I think it’s fair to say most women return to work after maternity leave based on financial decisions. To spend most of a year on less than the National Minimum Wage, despite being a full time carer and educator for our next generation, isn’t easy. SMP is, at most, £145.18 a week. Yet Bliss (a charity supporting families with babies born prematurely or sick) reports the cost of a stay in hospital with a sick baby is, on average,
£282 a week. The cost going out, is double what’s coming in. When Statutory Maternity Pay (SMP) stops, if you take the last three months on offer, then you’re unpaid entirely. You do the math.
Mental health plays a huge factor. Did you know if you’ve had a premature baby you’re twice as likely to suffer from postnatal depression? It’s not easy to come to terms with the psychological impact a NICU experience has had on you, until it’s had time to sink in. I’ll say more about this in another post, but if you’re reading this because you’ve been on this journey please know you’re not alone. Whilst I didn’t suffer from PND, the anxiety is real. My baby was in Intensive Care because she needed support to stay alive, it’s no holiday resort. You can’t just forget that. But what you can do, is appreciate the simple things every single day. We’ve been given the gift of perspective.
I feel ready to regain ‘normality’ – and for me, that does involve work. It now involves work and being a Mum. And I love that – it’s what I’ve always wanted. I don’t just go to work to get paid – I go to prove to myself time and time again that I can achieve something new if I put the right wheels in motion, that I can change something and prove my hypothesis, I like a challenge. And I’ve had such a beautiful challenge to keep me busy this past year.
Obviously, like most new mums, the fear of not having your baby next to you every day when that’s all you’ve known for so long is so real. I genuinely have had to say to myself at times – school is a legal requirement, this is just practice for that. But it’s harder when you’re a NICU mum. When you’ve been the one to notice your child is unwell, to spot an inconsistency, or prevent a mistake. We reported Clara was very unwell three days before they agreed and found her intestine had leaked inside her as a result of failed reconnection surgery causing sepsis. Numerous times I’ve prevented Clara being overdosed (accidentally of course) with a medication that should have been 0.04 of a milligram, but they’d drawn up 0.4 milligrams – 10 times the amount over what had been prescribed.

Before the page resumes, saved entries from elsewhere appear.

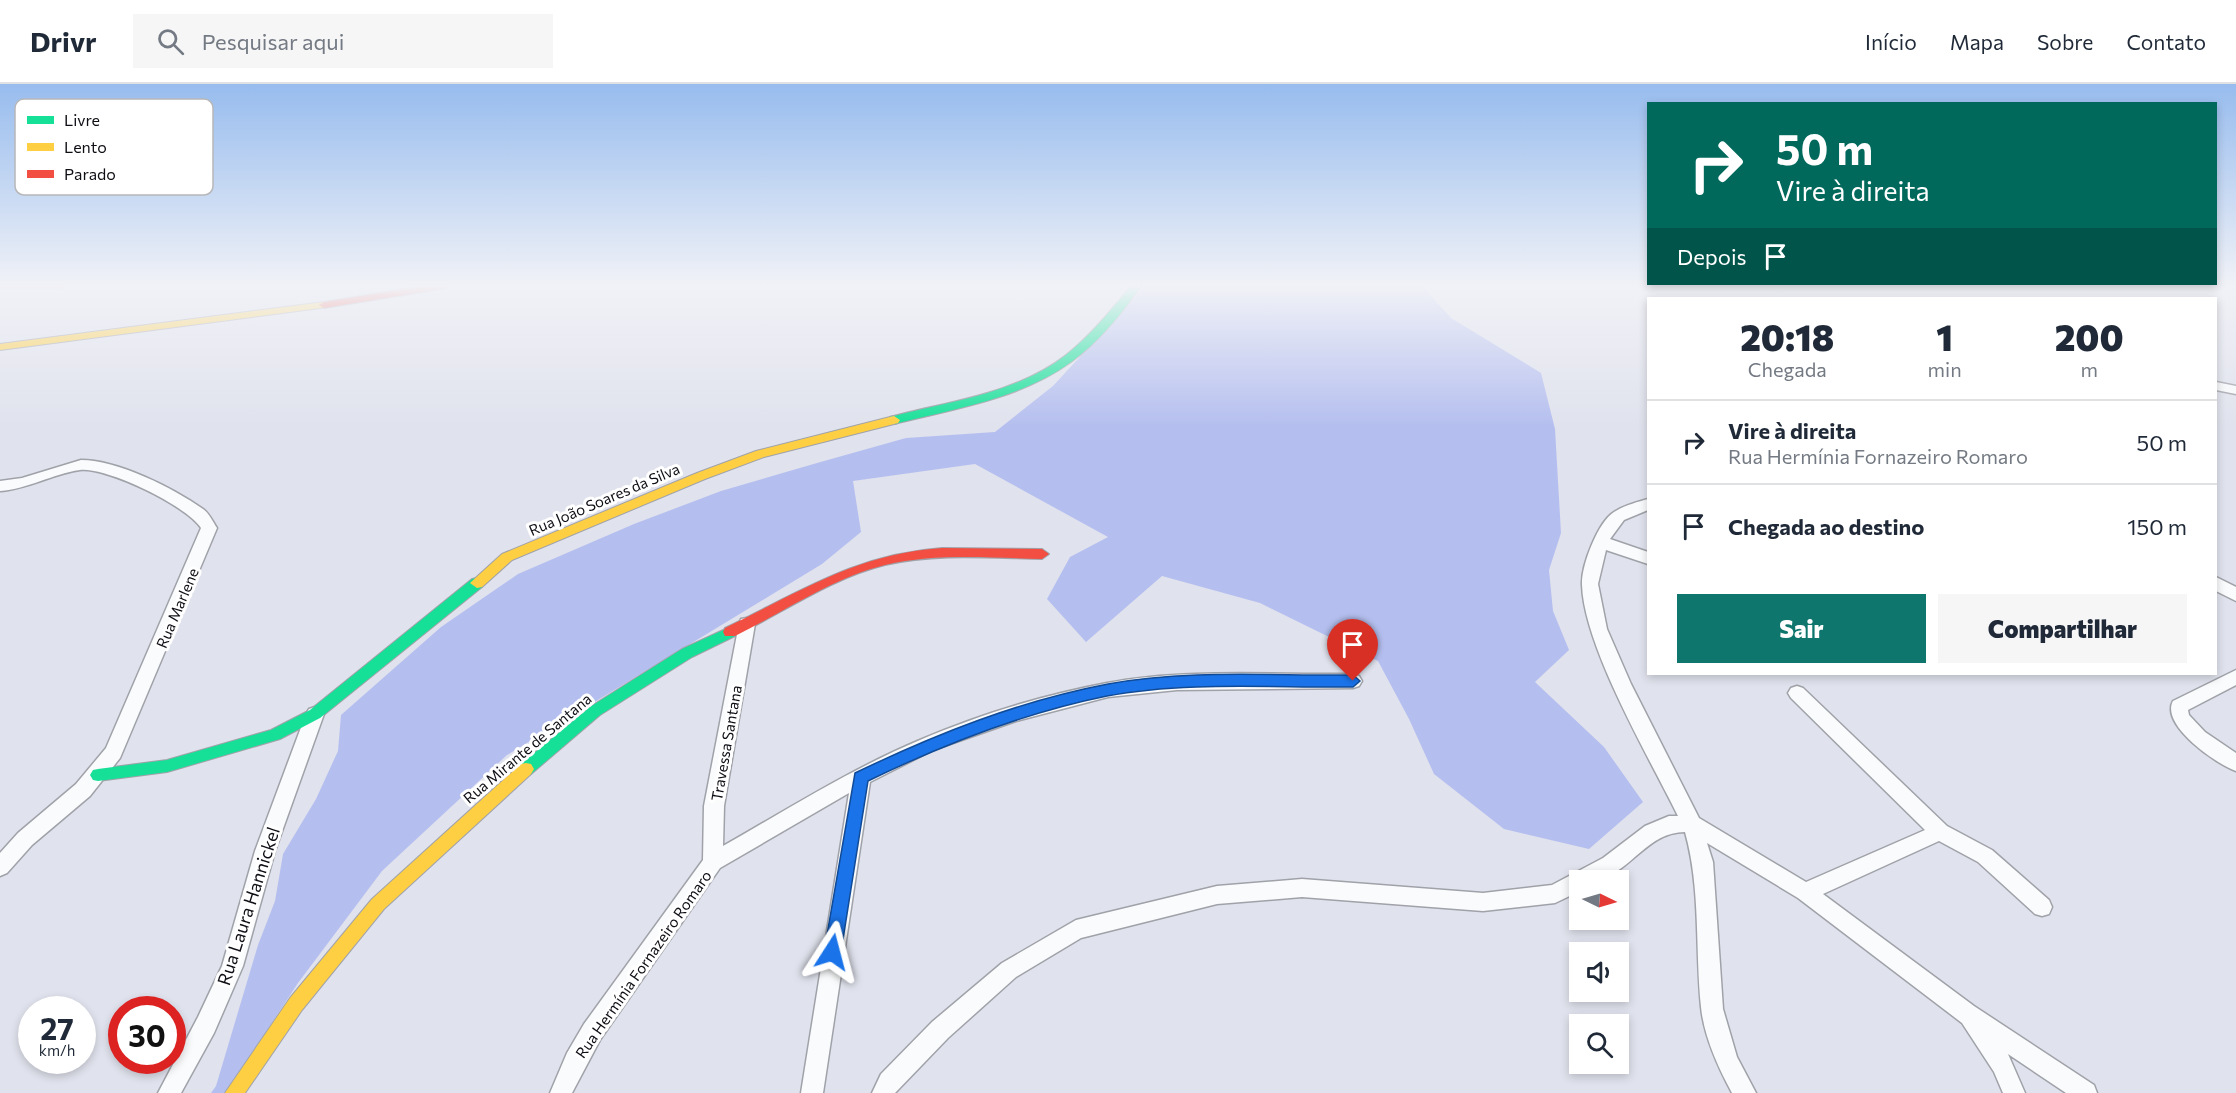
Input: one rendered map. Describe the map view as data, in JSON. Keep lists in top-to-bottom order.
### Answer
{
  "streets": {
    "main road": ["Rua João Soares da Silva", "Rua Mirante de Santana"],
    "street": [
      "Rua Marlene",
      "Travessa Santana",
      "Rua Laura Hannickel",
      "Rua Hermínia Fornazeiro Romaro"
    ]
  },
  "crossings": [
    ["Rua João Soares da Silva", "Rua Marlene"],
    ["Rua João Soares da Silva", "Rua Laura Hannickel"],
    ["Travessa Santana", "Rua Mirante de Santana"],
    ["Travessa Santana", "Rua Hermínia Fornazeiro Romaro"]
  ],
  "legend": ["Livre", "Lento", "Parado"],
  "north": "right",
  "page": {
    "header": "Drivr",
    "search": "Pesquisar aqui",
    "nav": [
      "Início",
      "Mapa",
      "Sobre",
      "Contato"
    ],
    "turn": ["50 m", "Vire à direita"],
    "then": "Depois",
    "eta": [
      "20:18",
      "Chegada",
      "1",
      "min",
      "200",
      "m"
    ],
    "list": [
      {
        "name": "Vire à direita",
        "note": "Rua Hermínia Fornazeiro Romaro",
        "value": "50 m"
      },
      {
        "name": "Chegada ao destino",
        "value": "150 m"
      }
    ],
    "buttons": ["Sair", "Compartilhar"],
    "speed": "27 km/h",
    "limit": "30"
  }
}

Now I get to face ‘normal’ challenges. Like leaving my precious baby in the care of someone else – we have found an incredible childminder so I know Clara will be more than fine. Someone wise once told me this part is so much harder for the parents than the baby! Plus, I see how much she enjoys the company of other children – so this is for her. Other challenges include deciding who gets to do the morning childcare run, seeing Clara’s delightful face over her morning Weetabix, the other person having to rush off to work to make up their hours. Because that’s the person who gets to pick her up in the evening, to wonder how her day was whilst she plays in the bath, the other person still at work. What days do I go back to work? How many?

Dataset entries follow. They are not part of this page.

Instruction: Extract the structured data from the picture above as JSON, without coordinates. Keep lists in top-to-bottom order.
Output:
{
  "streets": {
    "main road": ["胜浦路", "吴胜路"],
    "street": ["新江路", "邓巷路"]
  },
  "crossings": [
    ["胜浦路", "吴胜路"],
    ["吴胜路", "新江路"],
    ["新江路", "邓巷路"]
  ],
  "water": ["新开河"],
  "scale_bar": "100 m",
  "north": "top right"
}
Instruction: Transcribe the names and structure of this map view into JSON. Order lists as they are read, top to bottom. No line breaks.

Some might say wanting to return to work is selfish. But to me – it’s the opposite. I promised Clara she’d have an incredible life if she just pulled through that operation they were about to take her off to (I told her this every time). So going back to work means I can fulfill my promises. Disneyland it will be, at some point.

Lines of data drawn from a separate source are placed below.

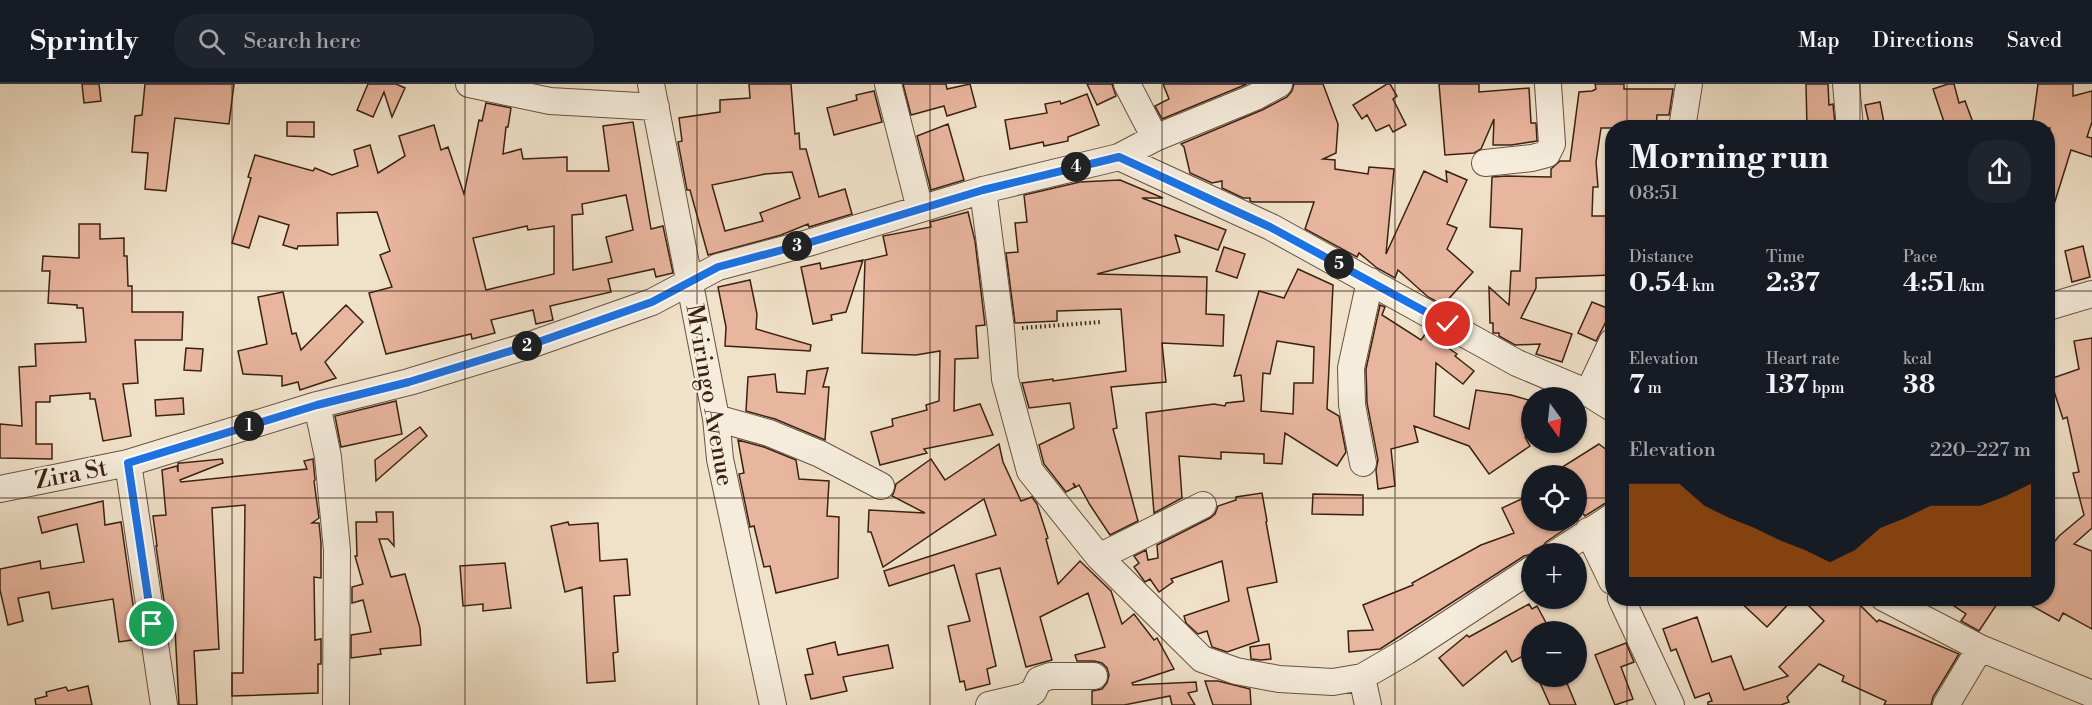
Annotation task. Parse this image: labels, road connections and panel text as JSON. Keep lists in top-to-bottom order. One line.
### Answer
{"streets":{"street":["Mviringo Avenue","Zira St"]},"crossings":[["Mviringo Avenue","Zira St"]],"north":"bottom","page":{"header":"Sprintly","search":"Search here","nav":["Map","Directions","Saved"],"heading":["Morning run","08:51"],"pins":["4","3","5","2","1"],"stats":[["Distance","0.54 km"],["Time","2:37"],["Pace","4:51 /km"],["Elevation","7 m"],["Heart rate","137 bpm"],["kcal","38"]],"map_buttons":["+","−"],"chart":["Elevation","220–227 m"]}}
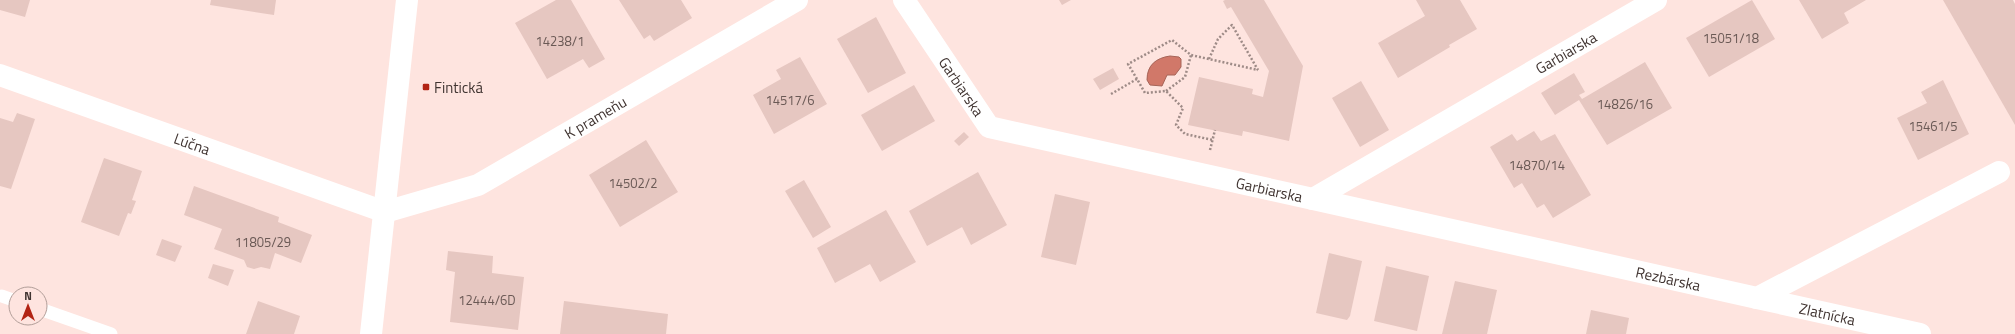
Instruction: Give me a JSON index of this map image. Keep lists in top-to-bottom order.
{
  "streets": {
    "street": [
      "Garbiarska",
      "K prameňu",
      "Lúčna",
      "Rezbárska",
      "Zlatnícka"
    ]
  },
  "crossings": [
    ["Garbiarska", "Rezbárska"],
    ["K prameňu", "Lúčna"],
    ["Rezbárska", "Zlatnícka"]
  ],
  "places": {
    "transit": ["Fintická"]
  },
  "house_numbers": [
    "15051/18",
    "14238/1",
    "14517/6",
    "14826/16",
    "15461/5",
    "14870/14",
    "14502/2",
    "11805/29",
    "12444/6D"
  ],
  "north": "top"
}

One of the (many) things Clara’s journey has taught me is love breeds love and strength shares strength. I want to return to work for myself, but also so Clara has two hard-working role models right in her very own home. I know she’s destined for great things, but in the word’s of Sally Ride – “you can’t be what you can’t see”.
So whilst I’m not rushing to go back, I’m ready for it. I needed a plan in place, which is why I’ve spoken to work about my return. But I’m not counting down the days – I’m embracing them. We’re not giving up on adventure now.